Introduction

You just estimated a regression, got results, and now either your model or your colleague suggests you change or elaborate on the specification. Repeat that a few times and reporting results quickly becomes a headache. It simply is not practical or palatable to report every single full regression table. You begin to sweat at the brow in yearning for some relief.

Smoke, mirrors, and a caffeinated and bespectacled mouse drops into your room. The mouse exclaims, “I have the aid you seek, you sweaty beast!”

Rarely will I offer kind words about STATA (or SAS) but there is one rather nifty functionality it offers that R, Python, and a few other open source tools still seem to lack: ability to run, organize, and report estimates from multiple regressions in a relatively high level yet flexible framework. By no means do I try to recreate STATA’s framework but I do exert effort to lighten your burden in case you have similar needs.

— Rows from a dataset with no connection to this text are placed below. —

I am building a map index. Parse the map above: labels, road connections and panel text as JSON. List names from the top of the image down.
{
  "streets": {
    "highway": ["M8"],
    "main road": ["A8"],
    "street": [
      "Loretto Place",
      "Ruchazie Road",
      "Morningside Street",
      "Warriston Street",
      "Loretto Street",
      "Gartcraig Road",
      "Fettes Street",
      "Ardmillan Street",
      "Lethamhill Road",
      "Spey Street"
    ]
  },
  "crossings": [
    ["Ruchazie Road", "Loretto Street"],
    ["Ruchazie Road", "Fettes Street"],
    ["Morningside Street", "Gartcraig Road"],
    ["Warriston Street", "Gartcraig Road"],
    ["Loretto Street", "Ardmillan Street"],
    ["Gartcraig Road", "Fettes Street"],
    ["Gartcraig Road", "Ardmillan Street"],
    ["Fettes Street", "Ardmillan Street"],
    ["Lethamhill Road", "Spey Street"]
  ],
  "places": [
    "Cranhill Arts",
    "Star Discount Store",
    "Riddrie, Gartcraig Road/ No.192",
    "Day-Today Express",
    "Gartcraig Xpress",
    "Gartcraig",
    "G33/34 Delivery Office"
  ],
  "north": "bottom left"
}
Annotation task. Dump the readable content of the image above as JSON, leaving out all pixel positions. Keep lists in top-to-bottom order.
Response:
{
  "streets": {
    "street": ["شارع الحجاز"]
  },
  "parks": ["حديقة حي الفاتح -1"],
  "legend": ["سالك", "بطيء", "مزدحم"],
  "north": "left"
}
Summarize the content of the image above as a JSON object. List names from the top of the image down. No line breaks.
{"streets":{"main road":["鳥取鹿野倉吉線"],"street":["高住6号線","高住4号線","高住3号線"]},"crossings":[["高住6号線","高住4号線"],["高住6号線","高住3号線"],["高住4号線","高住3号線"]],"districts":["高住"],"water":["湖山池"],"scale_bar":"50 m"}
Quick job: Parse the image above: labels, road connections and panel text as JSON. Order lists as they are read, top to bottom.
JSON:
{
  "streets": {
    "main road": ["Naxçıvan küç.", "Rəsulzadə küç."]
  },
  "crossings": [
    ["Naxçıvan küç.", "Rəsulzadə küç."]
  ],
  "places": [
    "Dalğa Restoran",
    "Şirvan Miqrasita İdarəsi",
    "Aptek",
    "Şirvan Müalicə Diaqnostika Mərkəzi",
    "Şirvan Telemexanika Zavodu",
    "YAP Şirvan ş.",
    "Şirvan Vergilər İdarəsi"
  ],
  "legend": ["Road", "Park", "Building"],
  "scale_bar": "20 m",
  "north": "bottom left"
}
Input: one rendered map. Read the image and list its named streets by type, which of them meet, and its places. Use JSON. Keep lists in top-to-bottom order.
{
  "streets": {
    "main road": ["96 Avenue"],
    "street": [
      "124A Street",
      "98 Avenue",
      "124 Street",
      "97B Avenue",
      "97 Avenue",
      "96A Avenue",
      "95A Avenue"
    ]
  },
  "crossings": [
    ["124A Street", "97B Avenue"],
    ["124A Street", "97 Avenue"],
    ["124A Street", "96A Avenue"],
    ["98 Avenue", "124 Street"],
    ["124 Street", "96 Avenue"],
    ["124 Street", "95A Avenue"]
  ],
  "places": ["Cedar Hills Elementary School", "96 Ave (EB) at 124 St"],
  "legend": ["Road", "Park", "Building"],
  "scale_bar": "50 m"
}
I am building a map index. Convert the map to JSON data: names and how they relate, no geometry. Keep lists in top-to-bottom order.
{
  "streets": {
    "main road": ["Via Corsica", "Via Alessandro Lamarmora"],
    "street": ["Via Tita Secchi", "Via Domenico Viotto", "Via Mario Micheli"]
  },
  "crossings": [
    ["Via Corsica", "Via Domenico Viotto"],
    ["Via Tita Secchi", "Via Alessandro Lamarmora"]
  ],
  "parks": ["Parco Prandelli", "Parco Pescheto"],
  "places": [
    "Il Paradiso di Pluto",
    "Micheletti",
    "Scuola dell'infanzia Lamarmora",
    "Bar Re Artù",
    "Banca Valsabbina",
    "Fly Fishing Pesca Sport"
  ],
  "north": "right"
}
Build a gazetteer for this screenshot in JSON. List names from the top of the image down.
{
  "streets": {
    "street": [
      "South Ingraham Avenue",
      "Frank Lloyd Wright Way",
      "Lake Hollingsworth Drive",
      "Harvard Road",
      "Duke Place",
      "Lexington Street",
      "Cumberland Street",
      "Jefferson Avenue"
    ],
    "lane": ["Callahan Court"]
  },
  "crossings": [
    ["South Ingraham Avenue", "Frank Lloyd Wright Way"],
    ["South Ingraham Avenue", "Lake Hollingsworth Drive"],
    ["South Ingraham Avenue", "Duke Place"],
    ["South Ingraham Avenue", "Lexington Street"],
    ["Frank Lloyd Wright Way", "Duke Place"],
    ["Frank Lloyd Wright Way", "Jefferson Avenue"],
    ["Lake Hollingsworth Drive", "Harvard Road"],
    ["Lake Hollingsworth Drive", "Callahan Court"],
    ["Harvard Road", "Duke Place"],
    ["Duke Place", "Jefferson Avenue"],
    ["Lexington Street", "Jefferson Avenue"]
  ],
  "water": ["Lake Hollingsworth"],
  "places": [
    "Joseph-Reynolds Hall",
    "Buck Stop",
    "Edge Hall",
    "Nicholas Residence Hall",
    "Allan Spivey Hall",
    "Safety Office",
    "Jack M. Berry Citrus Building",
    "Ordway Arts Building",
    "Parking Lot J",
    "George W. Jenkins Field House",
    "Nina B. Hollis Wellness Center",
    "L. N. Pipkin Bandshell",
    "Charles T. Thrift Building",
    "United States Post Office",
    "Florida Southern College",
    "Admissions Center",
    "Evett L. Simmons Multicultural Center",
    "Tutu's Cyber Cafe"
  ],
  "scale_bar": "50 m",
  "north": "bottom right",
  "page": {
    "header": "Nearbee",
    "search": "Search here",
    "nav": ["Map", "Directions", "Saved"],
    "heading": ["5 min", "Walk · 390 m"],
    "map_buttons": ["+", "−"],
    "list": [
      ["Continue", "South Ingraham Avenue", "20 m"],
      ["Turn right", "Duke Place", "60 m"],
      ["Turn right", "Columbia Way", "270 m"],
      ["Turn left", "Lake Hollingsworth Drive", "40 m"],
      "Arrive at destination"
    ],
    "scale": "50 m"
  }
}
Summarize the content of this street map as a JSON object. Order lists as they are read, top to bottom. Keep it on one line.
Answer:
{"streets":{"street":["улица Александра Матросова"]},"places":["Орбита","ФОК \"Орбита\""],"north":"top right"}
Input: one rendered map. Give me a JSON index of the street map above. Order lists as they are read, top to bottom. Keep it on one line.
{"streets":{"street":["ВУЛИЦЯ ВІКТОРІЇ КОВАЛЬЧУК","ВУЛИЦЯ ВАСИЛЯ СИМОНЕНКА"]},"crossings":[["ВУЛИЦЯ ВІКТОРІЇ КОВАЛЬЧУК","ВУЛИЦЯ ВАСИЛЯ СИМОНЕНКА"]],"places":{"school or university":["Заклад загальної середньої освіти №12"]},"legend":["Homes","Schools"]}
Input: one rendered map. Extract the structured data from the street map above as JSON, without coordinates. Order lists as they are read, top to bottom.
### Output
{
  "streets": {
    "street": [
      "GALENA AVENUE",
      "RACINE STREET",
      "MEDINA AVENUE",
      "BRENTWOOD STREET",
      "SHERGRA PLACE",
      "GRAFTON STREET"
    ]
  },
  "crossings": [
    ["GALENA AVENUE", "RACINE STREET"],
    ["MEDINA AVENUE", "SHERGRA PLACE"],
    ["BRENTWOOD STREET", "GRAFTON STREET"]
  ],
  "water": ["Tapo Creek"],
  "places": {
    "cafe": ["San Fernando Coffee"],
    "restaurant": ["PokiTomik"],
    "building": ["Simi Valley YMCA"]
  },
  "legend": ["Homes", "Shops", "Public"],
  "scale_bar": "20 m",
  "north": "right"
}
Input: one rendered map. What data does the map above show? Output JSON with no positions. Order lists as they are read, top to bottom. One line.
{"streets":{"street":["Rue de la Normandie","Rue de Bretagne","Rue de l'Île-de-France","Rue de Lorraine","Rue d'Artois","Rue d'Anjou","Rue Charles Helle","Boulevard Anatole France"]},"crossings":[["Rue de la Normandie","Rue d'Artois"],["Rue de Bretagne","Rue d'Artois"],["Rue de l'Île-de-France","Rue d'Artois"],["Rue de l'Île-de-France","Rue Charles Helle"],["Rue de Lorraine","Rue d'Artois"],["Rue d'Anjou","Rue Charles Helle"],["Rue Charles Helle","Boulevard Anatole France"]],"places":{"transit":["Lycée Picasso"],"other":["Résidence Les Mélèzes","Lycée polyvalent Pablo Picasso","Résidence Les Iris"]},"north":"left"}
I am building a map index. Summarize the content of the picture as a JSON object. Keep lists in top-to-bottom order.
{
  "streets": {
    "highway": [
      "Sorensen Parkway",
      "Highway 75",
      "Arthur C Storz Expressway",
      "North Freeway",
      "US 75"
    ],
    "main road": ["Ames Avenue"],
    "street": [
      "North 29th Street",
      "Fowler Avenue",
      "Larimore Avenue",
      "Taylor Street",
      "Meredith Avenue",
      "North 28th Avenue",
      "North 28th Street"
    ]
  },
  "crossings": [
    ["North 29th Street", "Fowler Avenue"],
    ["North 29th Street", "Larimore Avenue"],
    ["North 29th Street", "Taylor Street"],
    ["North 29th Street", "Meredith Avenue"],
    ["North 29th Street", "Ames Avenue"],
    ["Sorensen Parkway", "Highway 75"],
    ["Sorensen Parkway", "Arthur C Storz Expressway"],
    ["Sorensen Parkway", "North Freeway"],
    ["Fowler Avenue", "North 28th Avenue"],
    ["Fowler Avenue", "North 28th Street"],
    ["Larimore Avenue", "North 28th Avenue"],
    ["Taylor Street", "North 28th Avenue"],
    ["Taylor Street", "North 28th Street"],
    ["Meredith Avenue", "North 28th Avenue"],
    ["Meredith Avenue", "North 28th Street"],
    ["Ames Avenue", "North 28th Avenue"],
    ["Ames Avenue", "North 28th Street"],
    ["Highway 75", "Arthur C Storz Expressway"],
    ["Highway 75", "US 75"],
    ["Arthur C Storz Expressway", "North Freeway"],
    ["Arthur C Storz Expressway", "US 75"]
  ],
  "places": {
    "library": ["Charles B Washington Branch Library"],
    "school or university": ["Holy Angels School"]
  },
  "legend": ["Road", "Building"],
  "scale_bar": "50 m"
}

In this notebook, I mostly present the use of the functions but if you are curious about the source code, it’s available on GitHub

A non-confidential example

We’ll use the 2015 American Housing Survey subset of Raleigh, NC observations ( sample was uploaded to GitHub ) Suppose we are curious whether housing units deemed severely inadequate by the US Housing Authority fetch for lower rent. I estimate two specifications:

  • with structural characteristics

  • with structural and occupant characteristics

Specifically, for structural variables I include STORIES, BEDROOMS, and GARAGE while for occupant characteristics I include lengthTenure, NUMADULTS, HHAGE, and HHSEX. The variable of interest is severelyInaquate.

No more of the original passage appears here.